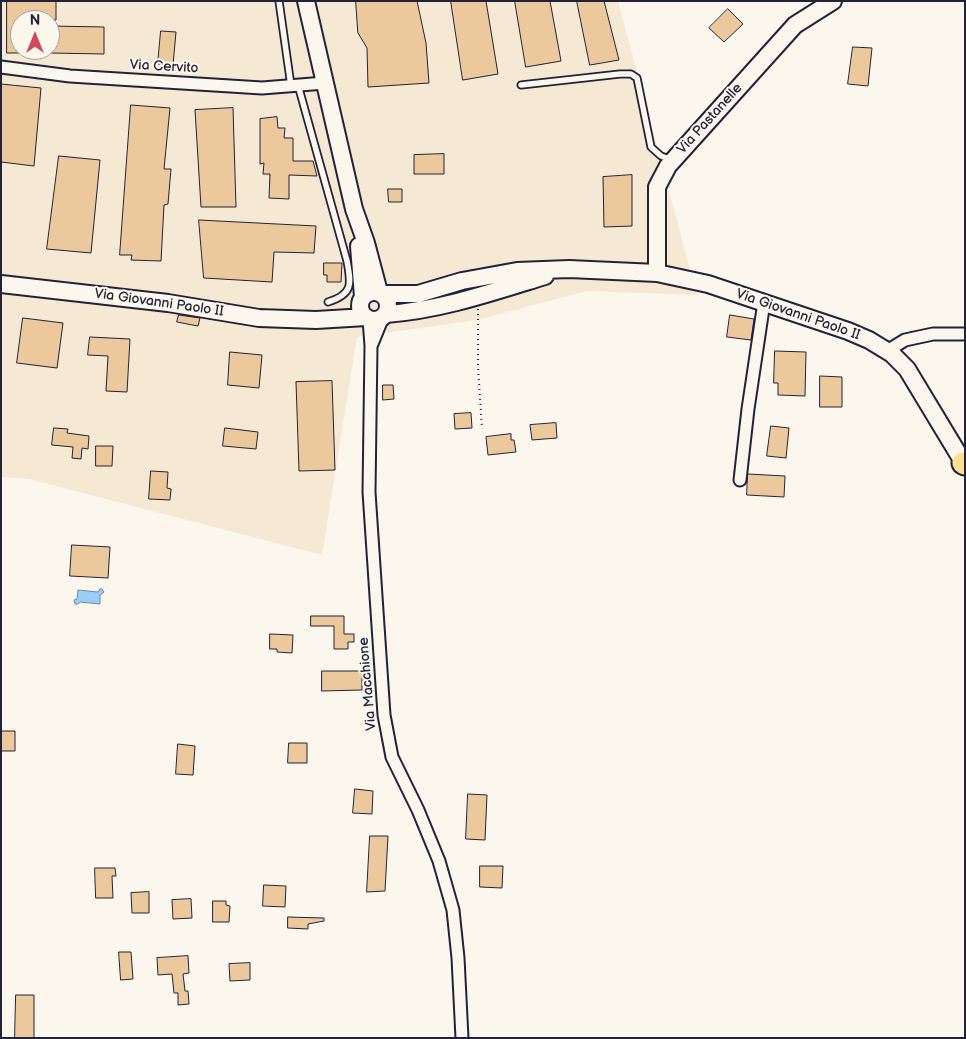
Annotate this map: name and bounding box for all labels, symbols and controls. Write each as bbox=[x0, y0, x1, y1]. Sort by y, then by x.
north arrow bbox=[10, 10, 60, 60]
text: N bbox=[30, 12, 40, 29]
street label: Via Cervito bbox=[129, 57, 199, 77]
street label: Via Pastanelle bbox=[674, 80, 746, 158]
street label: Via Giovanni Paolo II bbox=[93, 286, 225, 320]
street label: Via Giovanni Paolo II bbox=[734, 286, 862, 344]
street label: Via Macchione bbox=[356, 637, 380, 731]

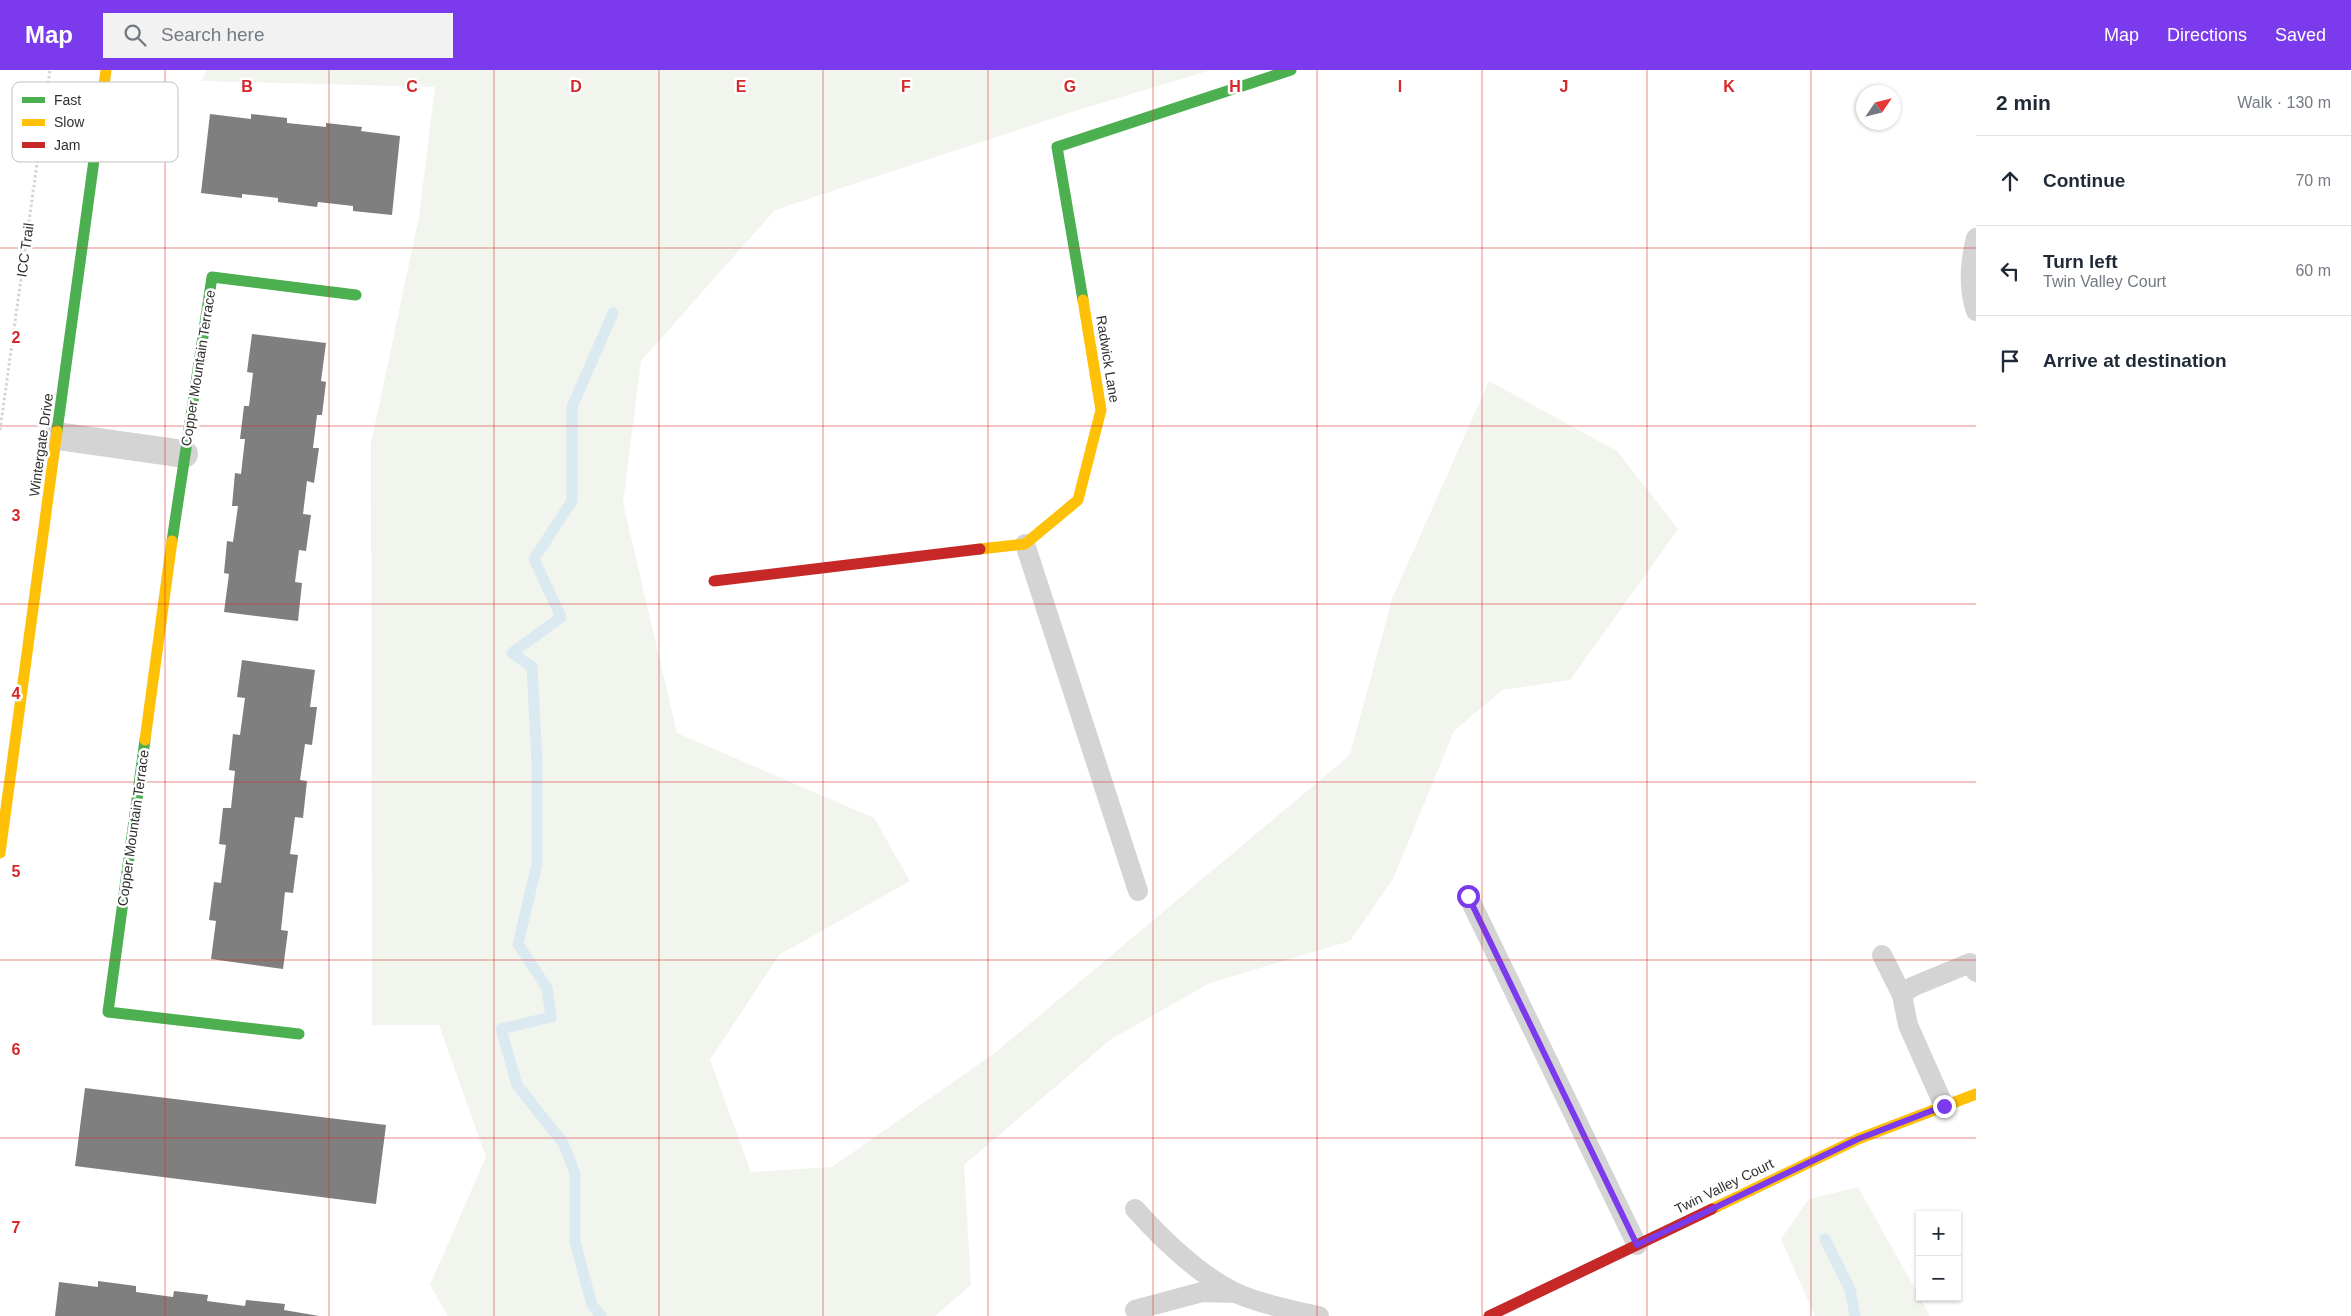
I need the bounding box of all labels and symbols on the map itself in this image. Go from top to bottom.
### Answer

:::::

### Task statement
Return every entry above exactly as written, with no pictures included.

### Result
Annotate this map: name and bounding box for all labels, symbols and controls. Write each as bbox=[x0, y0, x1, y1]. Sort by y, then by x.
north arrow bbox=[10, 10, 60, 60]
text: N bbox=[30, 12, 40, 29]
street label: Via Cervito bbox=[129, 57, 199, 77]
street label: Via Pastanelle bbox=[674, 80, 746, 158]
street label: Via Giovanni Paolo II bbox=[93, 286, 225, 320]
street label: Via Giovanni Paolo II bbox=[734, 286, 862, 344]
street label: Via Macchione bbox=[356, 637, 380, 731]

I need the bounding box of all labels and symbols on the map itself in this image. Go from top to bottom.
### Answer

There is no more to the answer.